▶ [What the task requires] In the data that follows, how many lines include the string "body"? Answer with the number alone.

Stored dataset items:
※ ※ ※
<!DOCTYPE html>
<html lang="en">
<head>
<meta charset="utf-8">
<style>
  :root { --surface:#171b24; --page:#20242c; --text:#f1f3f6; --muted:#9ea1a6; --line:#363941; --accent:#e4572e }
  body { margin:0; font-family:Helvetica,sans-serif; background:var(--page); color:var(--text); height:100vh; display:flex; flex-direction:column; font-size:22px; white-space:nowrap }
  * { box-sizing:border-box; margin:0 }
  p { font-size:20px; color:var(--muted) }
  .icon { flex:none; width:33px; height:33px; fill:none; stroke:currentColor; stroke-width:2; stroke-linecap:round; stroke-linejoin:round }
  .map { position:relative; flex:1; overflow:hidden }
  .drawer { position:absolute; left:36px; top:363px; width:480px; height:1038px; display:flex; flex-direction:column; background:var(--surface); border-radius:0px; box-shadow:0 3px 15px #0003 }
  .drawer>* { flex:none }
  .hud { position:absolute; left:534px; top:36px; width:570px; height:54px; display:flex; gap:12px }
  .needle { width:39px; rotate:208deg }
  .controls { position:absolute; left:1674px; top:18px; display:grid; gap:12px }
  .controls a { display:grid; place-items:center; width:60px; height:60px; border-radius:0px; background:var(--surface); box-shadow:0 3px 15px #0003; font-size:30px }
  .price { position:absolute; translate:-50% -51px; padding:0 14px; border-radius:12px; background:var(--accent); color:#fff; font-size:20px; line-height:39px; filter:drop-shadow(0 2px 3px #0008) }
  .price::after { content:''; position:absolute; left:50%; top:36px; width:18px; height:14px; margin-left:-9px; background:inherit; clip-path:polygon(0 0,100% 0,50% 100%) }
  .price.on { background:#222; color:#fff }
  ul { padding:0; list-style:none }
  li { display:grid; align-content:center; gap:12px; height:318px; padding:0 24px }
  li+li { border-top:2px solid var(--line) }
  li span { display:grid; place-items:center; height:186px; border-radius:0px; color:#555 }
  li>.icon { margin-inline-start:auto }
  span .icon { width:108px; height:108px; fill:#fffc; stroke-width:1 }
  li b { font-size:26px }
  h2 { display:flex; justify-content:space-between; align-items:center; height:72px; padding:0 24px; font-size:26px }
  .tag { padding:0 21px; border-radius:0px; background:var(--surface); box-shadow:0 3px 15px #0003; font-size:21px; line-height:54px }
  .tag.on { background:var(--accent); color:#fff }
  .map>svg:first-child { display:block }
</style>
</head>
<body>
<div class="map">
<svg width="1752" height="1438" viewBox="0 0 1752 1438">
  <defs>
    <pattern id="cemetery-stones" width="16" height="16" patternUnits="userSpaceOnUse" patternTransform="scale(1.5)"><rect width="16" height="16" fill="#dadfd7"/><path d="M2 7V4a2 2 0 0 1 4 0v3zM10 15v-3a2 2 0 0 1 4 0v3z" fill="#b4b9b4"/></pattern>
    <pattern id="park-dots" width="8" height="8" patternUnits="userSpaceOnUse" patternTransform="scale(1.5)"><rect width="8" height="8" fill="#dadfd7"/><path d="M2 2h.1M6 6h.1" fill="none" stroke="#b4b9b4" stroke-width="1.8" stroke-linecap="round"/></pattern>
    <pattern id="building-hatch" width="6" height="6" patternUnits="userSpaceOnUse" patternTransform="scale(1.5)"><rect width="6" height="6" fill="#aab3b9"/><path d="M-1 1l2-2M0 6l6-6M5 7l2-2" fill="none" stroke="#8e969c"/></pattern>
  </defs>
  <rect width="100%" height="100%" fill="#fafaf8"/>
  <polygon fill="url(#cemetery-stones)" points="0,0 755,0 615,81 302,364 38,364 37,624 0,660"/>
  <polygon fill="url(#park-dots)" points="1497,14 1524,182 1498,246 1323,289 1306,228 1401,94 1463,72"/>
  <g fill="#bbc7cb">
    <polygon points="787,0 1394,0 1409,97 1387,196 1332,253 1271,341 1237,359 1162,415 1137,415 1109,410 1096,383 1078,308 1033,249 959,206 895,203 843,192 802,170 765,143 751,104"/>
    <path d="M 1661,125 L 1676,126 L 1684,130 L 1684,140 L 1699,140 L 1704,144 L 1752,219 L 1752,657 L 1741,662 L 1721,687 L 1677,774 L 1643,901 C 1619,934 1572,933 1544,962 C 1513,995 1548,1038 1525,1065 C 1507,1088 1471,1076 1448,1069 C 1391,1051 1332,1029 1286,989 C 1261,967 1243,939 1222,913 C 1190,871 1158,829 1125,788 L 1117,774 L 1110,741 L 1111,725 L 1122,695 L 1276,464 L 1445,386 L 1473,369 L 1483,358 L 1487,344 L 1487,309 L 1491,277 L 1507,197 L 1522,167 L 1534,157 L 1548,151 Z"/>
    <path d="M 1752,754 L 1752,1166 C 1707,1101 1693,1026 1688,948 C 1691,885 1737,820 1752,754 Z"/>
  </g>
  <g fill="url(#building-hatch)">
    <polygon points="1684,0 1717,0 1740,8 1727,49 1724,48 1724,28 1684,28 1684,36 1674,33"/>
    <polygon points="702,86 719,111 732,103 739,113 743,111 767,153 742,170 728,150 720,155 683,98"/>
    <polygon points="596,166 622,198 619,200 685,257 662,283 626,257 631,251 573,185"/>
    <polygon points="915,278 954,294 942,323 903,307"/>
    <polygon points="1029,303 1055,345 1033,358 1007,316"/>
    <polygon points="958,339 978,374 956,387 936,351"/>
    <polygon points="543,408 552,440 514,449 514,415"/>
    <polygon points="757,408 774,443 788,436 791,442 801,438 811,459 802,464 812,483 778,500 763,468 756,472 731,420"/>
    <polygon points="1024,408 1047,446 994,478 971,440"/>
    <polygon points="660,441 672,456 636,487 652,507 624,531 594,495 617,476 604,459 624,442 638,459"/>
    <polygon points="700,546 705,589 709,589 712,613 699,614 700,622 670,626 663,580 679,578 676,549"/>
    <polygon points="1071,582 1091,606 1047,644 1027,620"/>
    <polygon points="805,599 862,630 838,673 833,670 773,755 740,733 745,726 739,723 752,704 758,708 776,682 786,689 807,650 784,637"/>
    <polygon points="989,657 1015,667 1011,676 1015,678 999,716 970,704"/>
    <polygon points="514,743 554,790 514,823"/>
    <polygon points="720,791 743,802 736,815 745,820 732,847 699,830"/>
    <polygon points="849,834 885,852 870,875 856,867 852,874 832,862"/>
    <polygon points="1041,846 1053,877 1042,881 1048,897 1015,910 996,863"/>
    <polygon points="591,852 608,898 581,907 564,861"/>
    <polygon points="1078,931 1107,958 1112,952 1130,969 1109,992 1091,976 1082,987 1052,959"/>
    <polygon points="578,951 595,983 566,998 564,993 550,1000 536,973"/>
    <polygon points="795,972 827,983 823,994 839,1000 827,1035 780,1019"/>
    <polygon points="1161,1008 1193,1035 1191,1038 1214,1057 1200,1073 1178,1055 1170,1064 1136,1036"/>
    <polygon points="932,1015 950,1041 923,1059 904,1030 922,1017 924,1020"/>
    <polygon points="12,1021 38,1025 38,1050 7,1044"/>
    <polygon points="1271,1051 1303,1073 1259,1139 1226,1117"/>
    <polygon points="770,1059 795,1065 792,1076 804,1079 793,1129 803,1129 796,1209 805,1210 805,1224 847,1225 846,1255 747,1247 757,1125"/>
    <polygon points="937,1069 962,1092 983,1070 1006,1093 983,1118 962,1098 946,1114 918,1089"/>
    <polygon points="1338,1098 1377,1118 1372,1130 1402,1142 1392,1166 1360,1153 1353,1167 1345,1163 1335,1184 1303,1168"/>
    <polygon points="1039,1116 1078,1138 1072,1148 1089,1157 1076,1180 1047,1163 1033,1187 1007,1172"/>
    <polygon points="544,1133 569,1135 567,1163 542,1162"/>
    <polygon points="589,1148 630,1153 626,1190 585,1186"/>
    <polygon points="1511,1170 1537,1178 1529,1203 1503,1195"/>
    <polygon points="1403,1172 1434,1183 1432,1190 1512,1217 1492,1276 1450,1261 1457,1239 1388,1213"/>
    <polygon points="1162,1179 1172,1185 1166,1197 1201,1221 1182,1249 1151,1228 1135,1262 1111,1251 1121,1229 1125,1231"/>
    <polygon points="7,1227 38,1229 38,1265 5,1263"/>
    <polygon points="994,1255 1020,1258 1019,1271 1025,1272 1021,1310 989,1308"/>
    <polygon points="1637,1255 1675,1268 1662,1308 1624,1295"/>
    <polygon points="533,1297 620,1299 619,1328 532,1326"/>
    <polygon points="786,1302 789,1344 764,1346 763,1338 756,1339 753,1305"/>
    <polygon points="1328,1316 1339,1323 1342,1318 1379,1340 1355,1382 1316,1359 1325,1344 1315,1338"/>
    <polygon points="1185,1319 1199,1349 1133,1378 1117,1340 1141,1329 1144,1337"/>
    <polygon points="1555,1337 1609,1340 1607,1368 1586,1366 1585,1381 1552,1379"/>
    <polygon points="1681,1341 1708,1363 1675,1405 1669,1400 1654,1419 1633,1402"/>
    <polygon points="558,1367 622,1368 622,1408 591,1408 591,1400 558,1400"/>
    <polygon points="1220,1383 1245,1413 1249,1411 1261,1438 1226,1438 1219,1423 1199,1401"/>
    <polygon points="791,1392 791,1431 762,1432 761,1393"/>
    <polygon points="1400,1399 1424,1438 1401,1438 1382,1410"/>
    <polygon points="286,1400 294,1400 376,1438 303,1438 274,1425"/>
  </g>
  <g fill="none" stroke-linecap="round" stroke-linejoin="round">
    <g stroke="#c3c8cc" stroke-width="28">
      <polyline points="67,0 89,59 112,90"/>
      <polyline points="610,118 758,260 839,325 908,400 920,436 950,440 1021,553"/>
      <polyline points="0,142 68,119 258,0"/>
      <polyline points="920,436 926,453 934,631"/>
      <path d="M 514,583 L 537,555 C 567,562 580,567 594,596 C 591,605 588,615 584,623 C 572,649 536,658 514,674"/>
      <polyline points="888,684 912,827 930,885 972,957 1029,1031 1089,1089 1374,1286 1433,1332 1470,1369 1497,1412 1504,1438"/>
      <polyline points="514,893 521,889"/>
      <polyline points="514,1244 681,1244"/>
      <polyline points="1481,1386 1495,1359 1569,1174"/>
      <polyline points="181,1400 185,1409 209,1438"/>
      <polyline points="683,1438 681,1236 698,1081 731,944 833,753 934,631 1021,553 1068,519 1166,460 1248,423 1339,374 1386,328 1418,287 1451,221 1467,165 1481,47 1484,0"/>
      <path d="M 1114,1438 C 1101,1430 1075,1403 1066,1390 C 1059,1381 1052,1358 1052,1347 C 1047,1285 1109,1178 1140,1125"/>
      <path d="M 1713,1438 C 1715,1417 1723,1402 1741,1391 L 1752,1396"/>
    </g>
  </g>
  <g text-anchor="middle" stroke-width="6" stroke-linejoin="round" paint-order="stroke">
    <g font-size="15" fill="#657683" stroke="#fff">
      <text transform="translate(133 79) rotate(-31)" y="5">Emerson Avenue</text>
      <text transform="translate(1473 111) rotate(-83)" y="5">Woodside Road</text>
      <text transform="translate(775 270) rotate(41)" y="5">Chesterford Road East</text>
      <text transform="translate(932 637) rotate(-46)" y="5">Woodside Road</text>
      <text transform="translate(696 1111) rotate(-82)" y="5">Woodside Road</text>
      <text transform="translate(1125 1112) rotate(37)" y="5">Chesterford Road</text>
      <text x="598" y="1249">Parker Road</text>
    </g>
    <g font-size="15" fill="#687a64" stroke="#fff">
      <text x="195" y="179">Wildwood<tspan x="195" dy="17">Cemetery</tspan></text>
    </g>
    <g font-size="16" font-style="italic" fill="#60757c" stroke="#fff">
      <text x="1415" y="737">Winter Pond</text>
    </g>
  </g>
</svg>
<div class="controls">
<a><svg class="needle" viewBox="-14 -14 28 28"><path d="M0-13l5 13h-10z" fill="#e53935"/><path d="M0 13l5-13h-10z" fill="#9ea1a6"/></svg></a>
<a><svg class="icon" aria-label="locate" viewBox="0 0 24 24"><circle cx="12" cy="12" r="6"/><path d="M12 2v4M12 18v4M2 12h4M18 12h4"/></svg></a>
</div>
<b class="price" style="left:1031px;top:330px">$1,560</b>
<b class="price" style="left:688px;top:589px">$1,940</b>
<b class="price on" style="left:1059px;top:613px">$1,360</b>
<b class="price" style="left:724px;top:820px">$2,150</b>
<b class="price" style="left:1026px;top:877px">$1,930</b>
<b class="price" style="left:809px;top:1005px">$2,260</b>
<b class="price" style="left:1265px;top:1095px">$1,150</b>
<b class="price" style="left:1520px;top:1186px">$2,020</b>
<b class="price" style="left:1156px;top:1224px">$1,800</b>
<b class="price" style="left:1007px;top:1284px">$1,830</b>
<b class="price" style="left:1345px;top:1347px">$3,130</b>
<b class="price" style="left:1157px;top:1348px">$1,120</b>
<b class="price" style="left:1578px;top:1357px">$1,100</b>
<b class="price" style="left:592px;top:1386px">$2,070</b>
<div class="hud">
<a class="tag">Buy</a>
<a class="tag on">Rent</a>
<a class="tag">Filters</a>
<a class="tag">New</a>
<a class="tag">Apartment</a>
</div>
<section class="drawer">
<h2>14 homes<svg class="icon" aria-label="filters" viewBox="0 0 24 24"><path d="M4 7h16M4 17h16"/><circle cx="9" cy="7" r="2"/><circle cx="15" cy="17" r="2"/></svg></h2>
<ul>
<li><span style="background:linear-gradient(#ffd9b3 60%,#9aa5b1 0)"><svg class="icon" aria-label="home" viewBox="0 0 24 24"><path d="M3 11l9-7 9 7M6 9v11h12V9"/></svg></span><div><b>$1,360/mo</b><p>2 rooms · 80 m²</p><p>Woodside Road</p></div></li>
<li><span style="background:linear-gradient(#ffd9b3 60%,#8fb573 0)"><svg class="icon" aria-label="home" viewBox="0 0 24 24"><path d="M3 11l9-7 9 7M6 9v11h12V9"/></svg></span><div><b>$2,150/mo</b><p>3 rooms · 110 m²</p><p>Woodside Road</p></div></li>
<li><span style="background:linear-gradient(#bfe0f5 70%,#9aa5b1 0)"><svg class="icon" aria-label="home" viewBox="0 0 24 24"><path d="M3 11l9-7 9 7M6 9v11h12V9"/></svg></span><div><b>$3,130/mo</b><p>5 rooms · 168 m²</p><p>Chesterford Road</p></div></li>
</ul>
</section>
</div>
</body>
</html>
※ ※ ※
▶ [Solution to this problem] 3